Looking at the attached backtrace file, I can see that this call ultimately originates from the final half velocity push in WarpXEvolve.cpp

`WarpXEvolve.cpp::177`

  if (cur_time + dt[0] >= stop_time - 1.e-3*dt[0] || step == numsteps_max-1) {
    // At the end of last step, push p by 0.5*dt to synchronize
    FillBoundaryE(guard_cells.ng_FieldGather);
    FillBoundaryB(guard_cells.ng_FieldGather);
    if (fft_do_time_averaging)
    {
        FillBoundaryE_avg(guard_cells.ng_FieldGather);
        FillBoundaryB_avg(guard_cells.ng_FieldGather);
    }
    UpdateAuxilaryData();
    FillBoundaryAux(guard_cells.ng_UpdateAux);
    for (int lev = 0; lev <= finest_level; ++lev) {
        mypc->PushP(lev, 0.5_rt*dt[lev],   // error starts here
                    *Efield_aux[lev][0],*Efield_aux[lev][1],
                    *Efield_aux[lev][2],
                    *Bfield_aux[lev][0],*Bfield_aux[lev][1],
                    *Bfield_aux[lev][2]);
    }
    is_synchronized = true;
}

Commenting out the call to PushP fixes things. Looking into that further, I found this block of code in PushP was responsible and commenting it out fixed things again.

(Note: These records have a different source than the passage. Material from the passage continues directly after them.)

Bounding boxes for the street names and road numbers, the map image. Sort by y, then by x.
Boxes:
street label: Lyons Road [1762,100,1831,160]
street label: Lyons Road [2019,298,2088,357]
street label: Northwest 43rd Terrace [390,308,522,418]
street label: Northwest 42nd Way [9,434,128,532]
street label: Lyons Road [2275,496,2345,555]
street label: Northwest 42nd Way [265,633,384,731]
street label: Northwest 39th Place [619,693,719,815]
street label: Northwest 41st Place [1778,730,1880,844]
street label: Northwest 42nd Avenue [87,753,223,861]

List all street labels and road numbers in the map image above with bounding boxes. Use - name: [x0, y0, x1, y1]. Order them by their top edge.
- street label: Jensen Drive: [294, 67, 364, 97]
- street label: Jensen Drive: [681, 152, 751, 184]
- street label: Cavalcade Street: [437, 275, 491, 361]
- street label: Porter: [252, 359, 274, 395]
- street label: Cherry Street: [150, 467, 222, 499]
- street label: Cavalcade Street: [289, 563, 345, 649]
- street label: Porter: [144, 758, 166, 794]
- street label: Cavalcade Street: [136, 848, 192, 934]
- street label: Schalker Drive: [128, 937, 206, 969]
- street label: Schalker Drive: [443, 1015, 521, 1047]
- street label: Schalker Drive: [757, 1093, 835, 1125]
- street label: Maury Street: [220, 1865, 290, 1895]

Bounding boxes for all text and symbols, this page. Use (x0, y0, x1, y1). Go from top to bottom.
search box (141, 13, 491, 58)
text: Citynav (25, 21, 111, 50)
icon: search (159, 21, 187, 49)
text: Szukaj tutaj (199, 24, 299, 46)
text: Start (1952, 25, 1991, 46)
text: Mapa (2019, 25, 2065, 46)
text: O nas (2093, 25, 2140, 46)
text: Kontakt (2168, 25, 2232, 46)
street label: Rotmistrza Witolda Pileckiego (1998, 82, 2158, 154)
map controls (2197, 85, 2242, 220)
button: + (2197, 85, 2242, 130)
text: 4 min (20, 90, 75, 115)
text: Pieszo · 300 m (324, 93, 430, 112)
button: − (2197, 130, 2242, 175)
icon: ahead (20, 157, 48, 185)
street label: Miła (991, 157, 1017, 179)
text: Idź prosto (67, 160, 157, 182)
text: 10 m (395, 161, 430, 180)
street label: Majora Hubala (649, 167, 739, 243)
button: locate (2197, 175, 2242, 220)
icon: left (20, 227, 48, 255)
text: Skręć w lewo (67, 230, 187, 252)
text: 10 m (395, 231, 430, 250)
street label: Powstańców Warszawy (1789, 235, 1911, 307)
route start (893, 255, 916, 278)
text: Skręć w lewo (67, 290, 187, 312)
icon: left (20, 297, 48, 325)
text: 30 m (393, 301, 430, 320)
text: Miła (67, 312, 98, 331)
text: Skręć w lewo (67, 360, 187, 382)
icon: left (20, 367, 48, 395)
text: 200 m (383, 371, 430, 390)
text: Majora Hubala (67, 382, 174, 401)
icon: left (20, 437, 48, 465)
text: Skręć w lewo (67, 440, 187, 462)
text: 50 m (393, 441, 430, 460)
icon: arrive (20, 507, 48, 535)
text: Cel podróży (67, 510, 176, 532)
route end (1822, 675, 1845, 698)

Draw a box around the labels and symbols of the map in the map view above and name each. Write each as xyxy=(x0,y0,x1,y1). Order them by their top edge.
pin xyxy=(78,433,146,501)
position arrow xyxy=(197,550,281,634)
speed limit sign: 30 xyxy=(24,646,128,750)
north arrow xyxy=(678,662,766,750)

`Particles/PhysicalParticleContainer.cpp::2652`

if (!t_do_not_gather){
    // first gather E and B to the particle positions
    doGatherShapeN(xp, yp, zp, Exp, Eyp, Ezp, Bxp, Byp, Bzp,
                   ex_arr, ey_arr, ez_arr, bx_arr, by_arr, bz_arr,
                   ex_type, ey_type, ez_type, bx_type, by_type, bz_type,
                   dinv, xyzmin, lo, n_rz_azimuthal_modes,
                   nox, galerkin_interpolation);
}

This all fine, but it does seem tangential to the problem, which is that a call to amrex::Gpu::streamSynchronize is failing for some reason. However, if I insert a manual streamSynchronize into the main Evolve loop, to be executed every step, the simulation proceeds until about 1/3 to 1/2 of the simulation duration (the amount varies run-to-run) steps begin taking a minute or more, and I do not obtain the same error.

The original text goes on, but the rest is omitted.